The reality is this: so much happens that we’re not in control of. Many deluded souls think they have it by the handle; that they have it figured out. But not me. They say that some circus performers are routinely automatic when walking the tightrope. All though I can recognize the skill, I am terribly afraid of heights.

Life comes at us so fast, racing at us relentlessly. And it is never linear or methodical, there are bumps and curves that must be navigated.

I believe that the Bible– God’s very word, has impressive, supernatural power. It guides me when all other ‘influences’ fail and falter.

“Your word is a lamp to guide my feet
    and a light for my path.”

Psalm 119:105

I live for, and love, the guidance He gives. There is so much adventure to it all. To be in harmony with  Him (and His Will) is a wonderful thing. I don’t pretend that I’m walking alone. A solitary mouse moving through the intricate maze. Rather, I seek the direction of the One who is my Companion. (He knows the way.) And He loves me!
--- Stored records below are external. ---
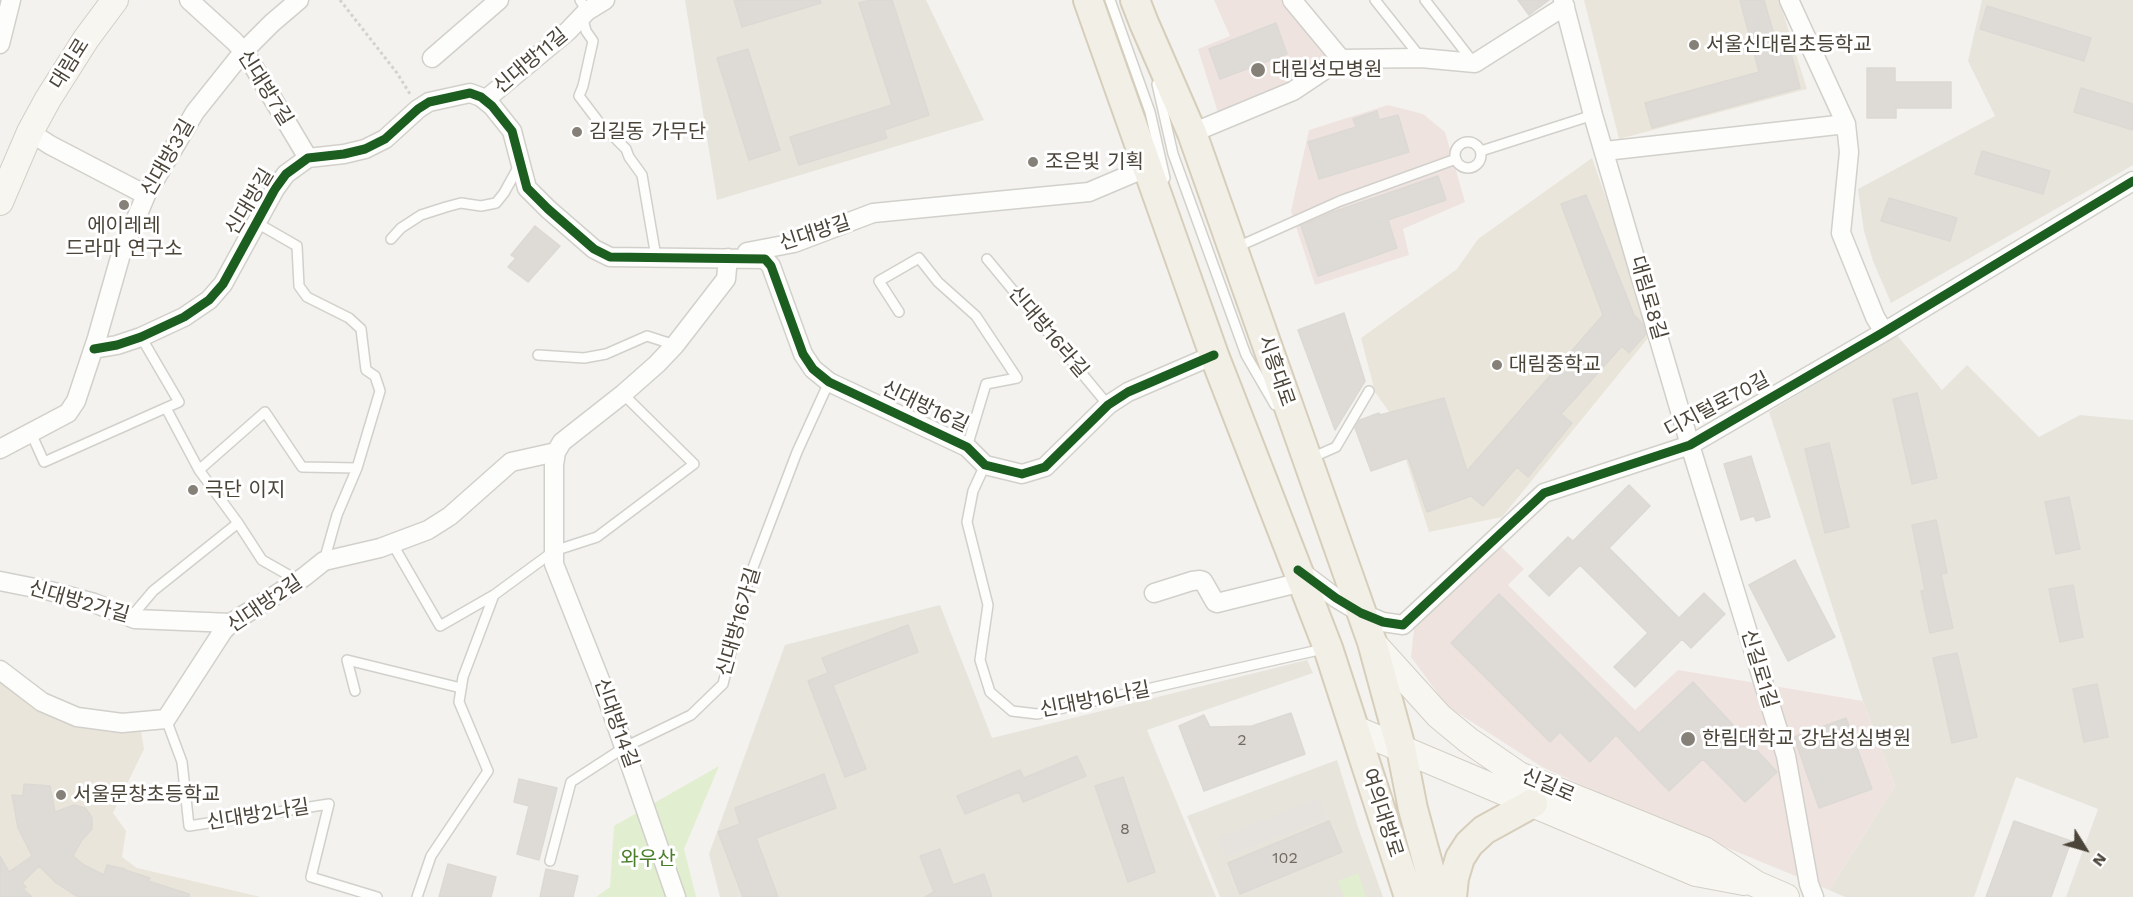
<!DOCTYPE html>
<meta charset="utf-8">
<style>
body{margin:0}
#map{position:relative;width:2133px;height:897px;overflow:hidden;background:#f4f2ee;font-family:"Work Sans",sans-serif}
canvas{display:block}
.north{position:absolute;left:2055px;top:819px;width:60px;height:60px;-webkit-text-stroke:4px #fff;paint-order:stroke;rotate:127deg;font-size:16px;font-weight:700;line-height:24px;text-align:center;color:#4b4439}
.north::after{content:'';display:block;margin:auto;width:21px;height:27px;background:#4b4439;clip-path:polygon(50% 0,100% 100%,50% 72%,0 100%)}
</style>
<div id="map">
<canvas width="2133" height="897"></canvas>
<div class="north">N</div>
</div>
<script>
const context = document.querySelector('canvas').getContext('2d');
context.lineJoin = 'round';
function paint(path, color) { context.fillStyle = color; context.fill(path, 'evenodd'); }
const poly = rows => new Path2D(rows.map(r => 'M' + r).join(''));
function strokePath(path, color, width, dash) { context.strokeStyle = color; context.lineWidth = width; context.lineCap = dash ? 'butt' : 'round'; context.setLineDash(dash || []); context.stroke(path); }
function drawText(font, color, halo, rows, align = 'center') {
  context.font = font + ' "Work Sans","Noto Sans KR",sans-serif'; context.lineWidth = 6; context.setLineDash([]); context.textBaseline = 'middle'; context.strokeStyle = halo; context.fillStyle = color; for (const [text, x, y, turn = 0] of rows) {
    context.save(); context.translate(x, y); context.rotate((+turn || 0) * Math.PI / 180); context.textAlign = isNaN(turn) ? turn : align; if (halo) context.strokeText(text, 0, 0); context.fillText(text, 0, 0); context.restore();
  }
}
paint(poly([
 [685,0,926,0,984,120,717,200],
 [1982,0,2133,0,2133,165,1891,303,1873,261,1864,231,1858,189,1995,116,1968,61],
 [1897,335,1942,390,1967,365,2039,437,2080,415,2133,420,2133,897,2066,897,2098,809,2016,777,1974,897,1845,897,1829,890,1895,786,1863,701,1769,412],
 [940,605,992,738,1307,660,1313,673,1147,730,1216,897,720,897,709,854,785,645],
 [1337,760,1358,827,1383,897,1220,897,1187,816]
]), '#e7e4dc');
paint(poly([
 [1584,0,1779,0,1807,89,1619,139],
 [1592,158,1653,332,1502,517,1429,532,1392,416,1375,392,1361,338,1457,269,1478,239],
 [0,678,32,705,60,720,77,725,141,731,144,749,113,813,126,831,122,857,137,868,261,897,0,897]
]), '#eae5da');
paint(poly([
 [1214,0,1287,0,1330,54,1291,85,1219,116,1198,49,1230,36],
 [1388,105,1423,114,1445,132,1465,202,1403,229,1409,255,1315,285,1291,211,1309,130],
 [1498,544,1524,569,1508,585,1635,710,1678,670,1863,701,1895,786,1829,890,1641,812,1542,767,1447,706,1411,657,1416,611]
]), '#eee3df');
paint(poly([
 [719,766,684,849,696,897,596,897,610,887,614,826],
 [1358,873,1366,897,1344,897,1338,881]
]), '#e1eecf');
paint(poly([
 [1319,798,1327,818,1226,857,1218,838]
]), '#e6e3df');
const building = poly([
 [734,0,820,0,821,3,742,27,734,0],
 [870,0,892,0,929,115,884,130,887,138,799,165,790,137,892,105,859,3,870,0],
 [1518,0,1549,0,1529,15,1518,0],
 [1740,0,1764,0,1777,45,1788,42,1800,88,1652,128,1645,103,1759,72,1740,0],
 [1987,6,2091,38,2084,61,1980,29,1987,6],
 [1276,23,1287,54,1220,79,1209,49,1276,23],
 [748,49,780,150,749,160,717,58,748,49],
 [1867,68,1895,68,1895,82,1951,82,1951,108,1896,108,1896,118,1867,118,1867,68],
 [2081,88,2133,104,2133,130,2074,112,2081,88],
 [1377,111,1379,120,1398,115,1409,152,1319,179,1308,142,1356,127,1353,119,1377,111],
 [1982,151,2050,171,2043,194,1975,174,1982,151],
 [1438,176,1446,200,1388,220,1397,248,1318,276,1301,226,1333,212,1438,176],
 [1586,195,1634,315,1642,323,1646,334,1629,353,1622,346,1561,414,1572,423,1528,477,1517,467,1483,506,1471,496,1427,512,1408,458,1371,471,1355,428,1360,420,1379,413,1380,415,1444,398,1467,471,1603,315,1561,204,1586,195],
 [1889,198,1957,218,1950,241,1881,221,1889,198],
 [535,226,560,246,528,282,508,267,516,258,511,255,535,226],
 [1344,313,1365,381,1335,430,1298,330,1344,313],
 [1917,393,1937,478,1912,484,1893,399,1917,393],
 [1829,443,1849,527,1825,533,1805,449,1829,443],
 [1751,456,1770,517,1756,521,1754,516,1741,520,1724,464,1751,456],
 [1629,485,1650,506,1609,548,1679,618,1704,593,1725,614,1691,648,1682,639,1635,687,1614,667,1648,633,1580,565,1549,596,1529,576,1568,537,1573,541,1629,485],
 [2069,497,2080,549,2056,554,2045,502,2069,497],
 [1936,520,1947,573,1941,574,1953,628,1930,633,1921,591,1925,590,1912,525,1936,520],
 [1795,560,1835,637,1788,661,1749,585,1795,560],
 [2073,585,2083,637,2060,642,2049,589,2073,585],
 [1499,594,1639,733,1693,682,1777,772,1745,802,1703,759,1669,791,1616,735,1590,762,1560,732,1550,742,1451,643,1499,594],
 [908,625,918,652,833,685,866,769,845,777,808,681,828,673,822,658,908,625],
 [1957,653,1977,737,1952,743,1933,658,1957,653],
 [2097,684,2108,737,2084,742,2073,689,2097,684],
 [1291,713,1305,754,1204,791,1179,726,1204,715,1210,727,1252,726,1291,713],
 [1846,718,1872,789,1819,808,1794,737,1846,718],
 [1077,756,1086,776,1023,802,1019,792,965,814,957,796,1020,770,1024,778,1077,756],
 [824,774,836,808,756,838,778,897,743,897,718,832,740,824,735,808,824,774],
 [1123,777,1155,872,1128,882,1095,786,1123,777],
 [519,779,557,788,539,860,517,854,529,806,514,802,519,779],
 [24,784,50,786,55,812,74,805,85,808,89,813,92,818,92,829,82,840,73,856,84,865,104,875,107,865,125,869,125,870,150,878,148,881,189,894,189,897,78,897,55,882,39,866,22,883,26,887,23,889,32,897,0,897,0,856,9,872,32,856,18,828,12,795,23,796,24,784],
 [1329,821,1342,852,1240,894,1228,863,1329,821],
 [2014,821,2071,841,2051,897,1986,897,2014,821],
 [940,849,953,885,984,874,992,897,925,897,934,892,920,856,940,849],
 [448,864,496,877,491,897,439,897,448,864],
 [546,869,578,876,573,897,540,897,546,869]
]);
paint(building, '#dedbd6');
strokePath(building, '#dcd9d4', 1.5);
const lane = poly([
 [580,0,587,11,584,23,586,31,593,41,583,86,579,96,598,121,626,149,629,157,642,175,656,257],
 [1110,0,1150,112,1165,178],
 [1375,0,1421,58],
 [1425,0,1473,62],
 [1157,84,1173,154,1246,355,1275,405],
 '1455 155a13 13 0 1 1 26 0a13 13 0 1 1-26 0Z',
 [1481,151,1593,115],
 [257,223,297,246,299,286,307,297,349,318,361,329,366,370,375,376,380,391,357,468,337,515,324,561],
 [391,239,401,228,421,215,446,207,461,203,481,206,496,203,504,193,520,164],
 [1235,248,1340,201,1456,159],
 [987,259,1108,405],
 [899,312,879,281,919,258,938,282,976,316,1017,378,986,384,967,447],
 [538,355,584,358,606,354,647,336,675,345],
 [166,408,199,470,238,523,262,560,299,581],
 [31,433,44,462,179,402,141,337],
 [1311,458,1336,447,1369,391],
 [985,465,973,491,967,522,988,605,980,660,990,692,1012,711,1037,714,1323,649],
 [199,470,265,412,302,467,357,468],
 [392,543,440,626,494,595],
 [131,617,153,591,238,523],
 [355,691,347,660,461,688],
 [166,719,182,762,189,826,329,804,311,877,377,897],
 [550,861,571,782,625,747,691,715,723,684,749,578,797,452,829,382],
 [417,897,431,856,488,771,459,702,463,677,494,595,554,551,597,537,694,464,623,394]
]);
const street = poly([
 [189,0,234,41,246,54,308,158],
 [1292,0,1341,59],
 [1563,0,1593,115,1690,445,1786,756,1809,884,1814,897],
 [1789,0,1846,124,1849,152,1841,233,1875,317,1884,332],
 [0,44,11,0],
 [432,58,499,0],
 [485,100,568,31,587,11,605,0],
 [30,132,50,145,146,195],
 [1192,133,1293,91,1341,59,1421,58,1475,63,1565,6],
 [1605,151,1846,124],
 [747,252,794,243,873,213,1089,192,1148,167],
 [94,349,117,345,141,337,184,317,209,300,223,284,275,189,286,174,308,158,344,154,365,149,385,139,418,109,429,102,470,93,481,97,492,106,512,131,527,188,548,209,594,249,610,257,765,259,771,266,803,354,813,369,829,382,967,447,985,465,1022,474,1045,467,1108,405,1128,392,1214,355],
 [0,449,68,413,76,401,97,338,121,254,146,195,195,112,243,52,272,23,299,0],
 [1299,570,1336,598,1361,613,1383,622,1403,625,1544,493,1690,445,1884,332,2133,181],
 [0,581,50,591,94,603,135,619,231,623],
 [1154,593,1192,581,1200,580,1203,581,1215,602,1217,603,1302,582],
 [0,670,42,702,77,717,122,723,166,719,223,631,231,623,304,577,324,561,380,548,428,530,450,516,511,462,556,452],
 [676,897,606,695,554,564,554,465,556,452,562,442,623,394,657,364,675,345,726,279,728,258]
]);
const secondary = poly([
 [0,202,30,132,48,99,86,39,115,0],
 [1372,642,1439,716,1468,740,1519,775,1704,850,1756,884,1786,897],
 [1355,729,1696,873,1744,882]
]);
const primary = poly([
 [1088,0,1214,355,1328,648,1409,897],
 [1135,0,1144,23,1192,133,1372,642,1401,748,1413,809,1437,897],
 [1452,897,1454,878,1460,858,1469,844,1484,830,1533,803]
]);
strokePath(lane, '#d2d0cb', 12);
strokePath(street, '#d2d0cb', 21);
strokePath(secondary, '#d3cfc5', 28);
strokePath(primary, '#d6cebb', 32);
strokePath(poly([
 [340,0,397,73,410,94]
]), '#d3d2cc', 3, [3, 3]);
strokePath(lane, '#fdfdfc', 9);
strokePath(street, '#fdfdfc', 18);
strokePath(secondary, '#f7f6f1', 26);
strokePath(primary, '#f2efe6', 28);
strokePath(poly([
 [94,349,117,345,141,337,184,317,209,300,223,284,275,189,286,174,308,158,344,154,365,149,385,139,418,109,429,102,470,93,481,97,492,106,512,131,527,188,548,209,594,249,610,257,765,259,771,266,803,354,813,369,829,382,967,447,985,465,1022,474,1045,467,1108,405,1128,392,1214,355],
 [1298,570,1336,598,1361,613,1383,622,1403,625,1544,493,1690,445,1884,332,2133,181]
]), '#1b5e20', 9);
for (const [x, y, r, color] of [
 [1694,45,6,"#868178"],
 [1258,70,8,"#868178"],
 [577,132,6,"#868178"],
 [1033,162,6,"#868178"],
 [124,205,6,"#868178"],
 [1497,365,6,"#868178"],
 [193,490,6,"#868178"],
 [1688,739,8,"#868178"],
 [61,795,6,"#868178"]
]) { const dot = new Path2D(); dot.arc(x, y, r, 0, 2 * Math.PI); context.fillStyle = color; context.fill(dot); strokePath(dot, '#fff', 2); }
drawText('16px', '#706a61', null, [
 ["2",1242,740],
 ["8",1125,829],
 ["102",1285,858]
]);
drawText('20px', '#4b4439', '#fff', [
 ["서울신대림초등학교",1706,45],
 ["대림성모병원",1272,70],
 ["김길동 가무단",589,132],
 ["조은빛 기획",1045,162],
 ["에이레레",124,226,"center"],
 ["드라마 연구소",124,249,"center"],
 ["대림중학교",1509,365],
 ["극단 이지",205,490],
 ["한림대학교 강남성심병원",1702,739],
 ["서울문창초등학교",73,795]
], 'left');
drawText('20px', '#4b4439', '#fff', [
 ["신대방11길",531,61,-40],
 ["대림로",70,64,-58],
 ["신대방7길",265,88,58],
 ["신대방3길",168,158,-60],
 ["신대방길",250,202,-59],
 ["신대방길",815,233,-18],
 ["대림로8길",1648,298,74],
 ["신대방16라길",1048,332,50],
 ["시흥대로",1276,371,71],
 ["디지털로70길",1717,405,-28],
 ["신대방16길",925,407,25],
 ["신대방2가길",79,602,16],
 ["신대방2길",265,604,-34],
 ["신대방16가길",739,622,-74],
 ["신길로1길",1759,669,73],
 ["신대방16나길",1095,700,-11],
 ["신대방14길",616,723,70],
 ["신길로",1548,786,23],
 ["여의대방로",1382,813,72],
 ["신대방2나길",258,815,-9]
]);
drawText('20px', '#4a7f2a', '#fff', [
 ["와우산",648,859]
]);
</script>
“Who is that coming up from the wilderness,
    leaning on her beloved?”

Song of Solomon 8:5

He is with you in this wilderness.

Being mentally disabled isn’t easy, but who says it should be? Whatever wilderness we find ourselves in is punctuated by His presence. He is there, and He can be leaned on. There are no quick fixes; there is only His strong presence. He is with you in this wilderness.